CHICAGO COUPLE ACQUIRED EXQUISITE, DIVERSE PIECES AS THEY TRAVELED THE WORLD
Featuring the Collection of Elaine and Perry Snyderman
● DESIGN SIGNATURE® AUCTION 8003
April 20, 2020 I HA.com/8003a
● PRINTS & MULTIPLES SIGNATURE® AUCTION 8004
April 21, 2020 I HA.com/8004a
● AMERICAN ART SIGNATURE® AUCTION 8007
July 1, 2020 I HA.com/8007a
● MODERN & CONTEMPORARY ART SIGNATURE® AUCTION 8010
June 18, 2020 I HA.com/8010a
● EUROPEAN ART SIGNATURE® AUCTION 8011
May 29, 2020 I HA.com/8011a
● FINE & DECORATIVE ARTS MONTHLY ONLINE AUCTION 3156
June 11, 2020 I HA.com/13156a
Elaine and Perry Snyderman traveled together and collected together.

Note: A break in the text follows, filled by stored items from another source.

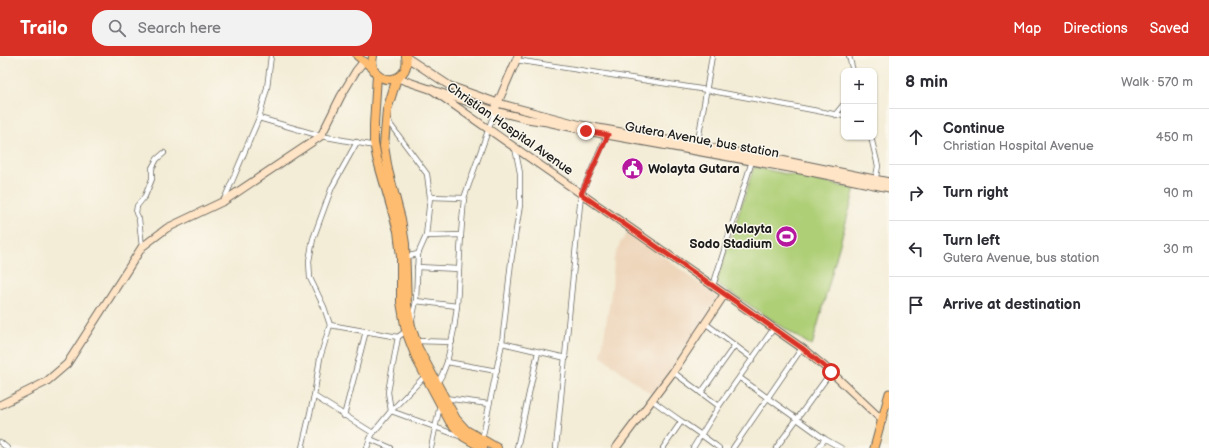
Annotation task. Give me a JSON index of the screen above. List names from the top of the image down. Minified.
{"streets":{"main road":["Christian Hospital Avenue","Gutera Avenue, bus station"]},"crossings":[["Christian Hospital Avenue","Gutera Avenue, bus station"]],"places":{"public building":["Wolayta Gutara"],"sports":["Wolayta Sodo Stadium"]},"page":{"header":"Trailo","search":"Search here","nav":["Map","Directions","Saved"],"heading":["8 min","Walk · 570 m"],"map_buttons":["+","−"],"list":[["Continue","Christian Hospital Avenue","450 m"],["Turn right","90 m"],["Turn left","Gutera Avenue, bus station","30 m"],"Arrive at destination"]}}
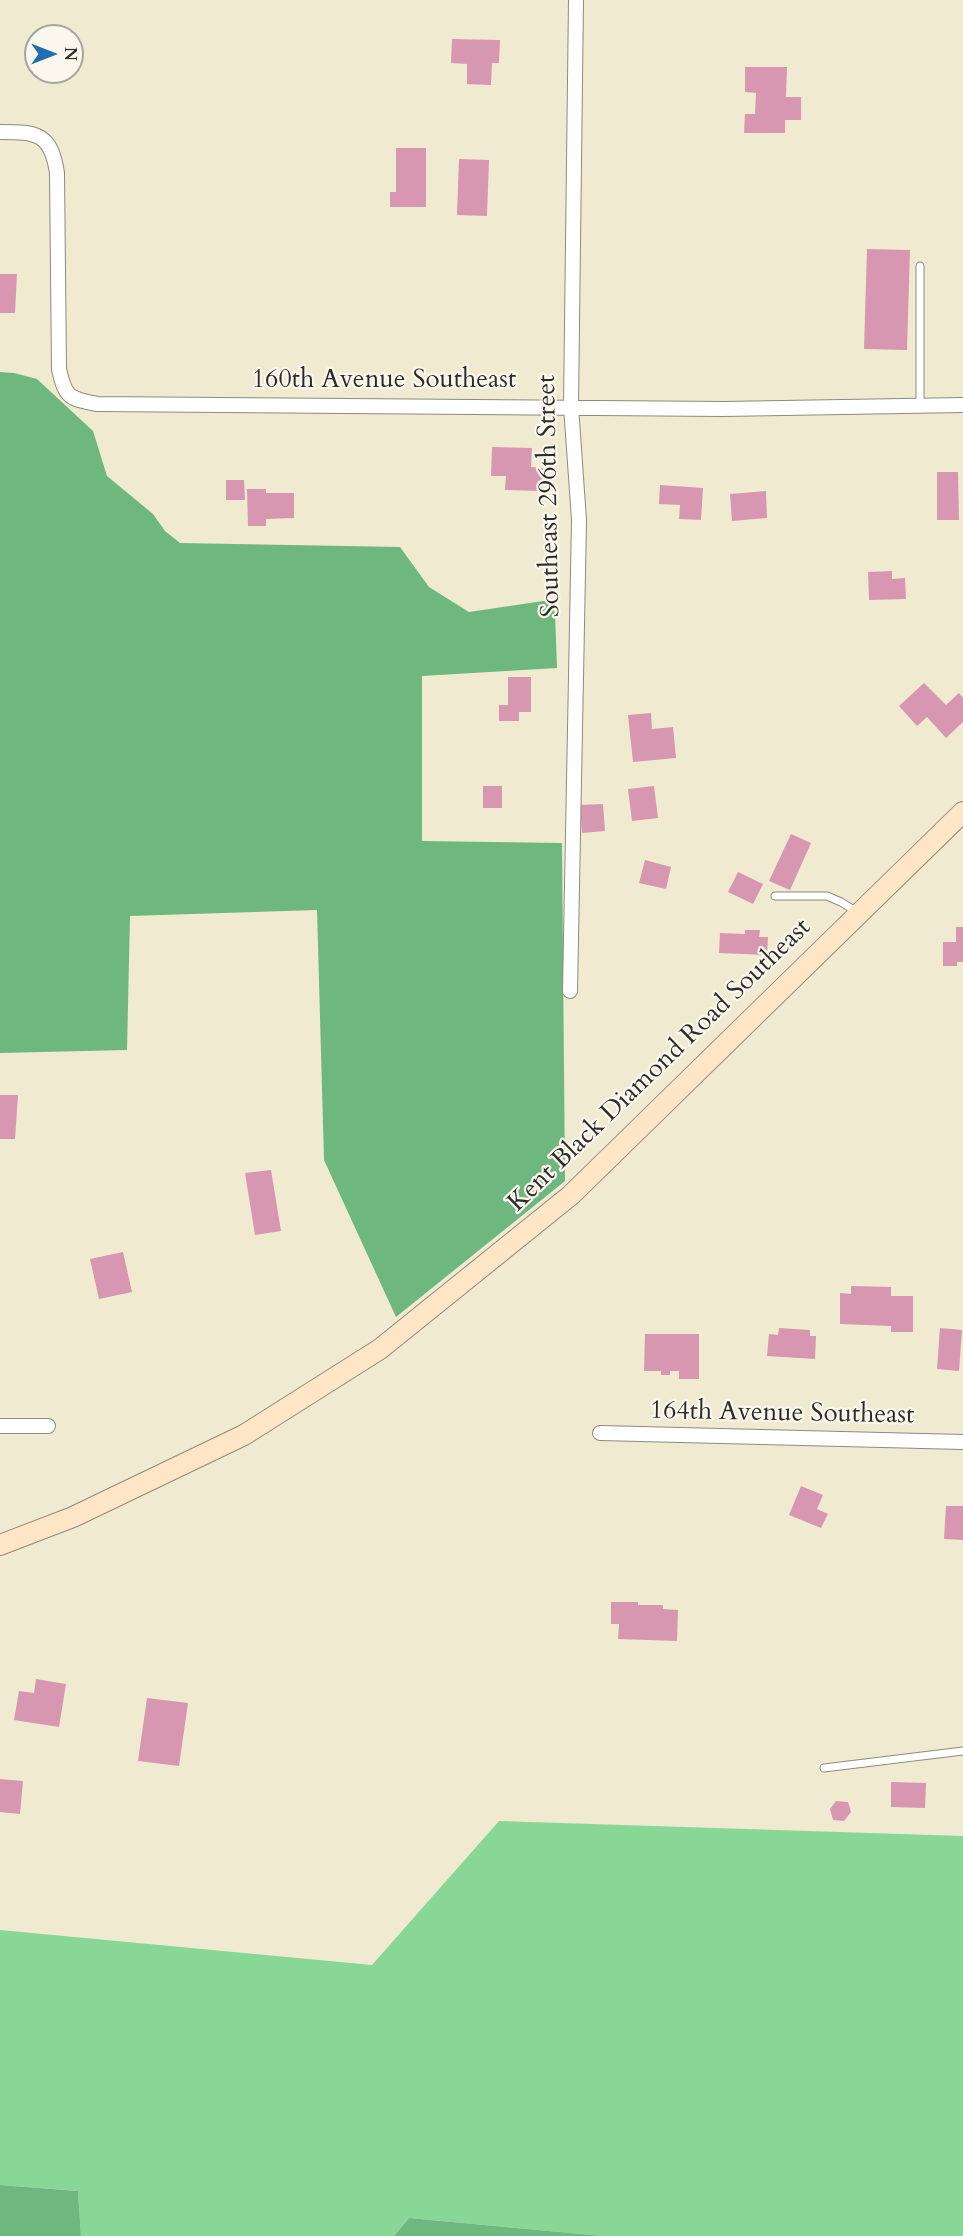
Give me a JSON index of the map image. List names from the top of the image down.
{
  "streets": {
    "street": [
      "160th Avenue Southeast",
      "Southeast 296th Street",
      "Kent Black Diamond Road Southeast",
      "164th Avenue Southeast"
    ]
  },
  "crossings": [
    ["160th Avenue Southeast", "Southeast 296th Street"]
  ],
  "north": "right"
}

The Snydermans grew up on the south side of Chicago, where they met in their high school French class. She was the daughter of a grocer and he the son of store clerks. She was the child and he the grandchild of Jewish immigrants.
As a couple, they combined her shy scholarship and artistic temperament with his social acumen and sense of adventure, says daughter Michelle Snyderman Platt. Perry became a lawyer, a businessman and a cowboy, and Elaine a writer, sculptor and teacher. Both evolved into lifelong students and mentors, philanthropists and world travelers. “On their journeys, they were as likely to fall in love with the work of a previously unknown Inuit or South African artist as they were of a Louise Nevelson or Karel Appel,” says Platt.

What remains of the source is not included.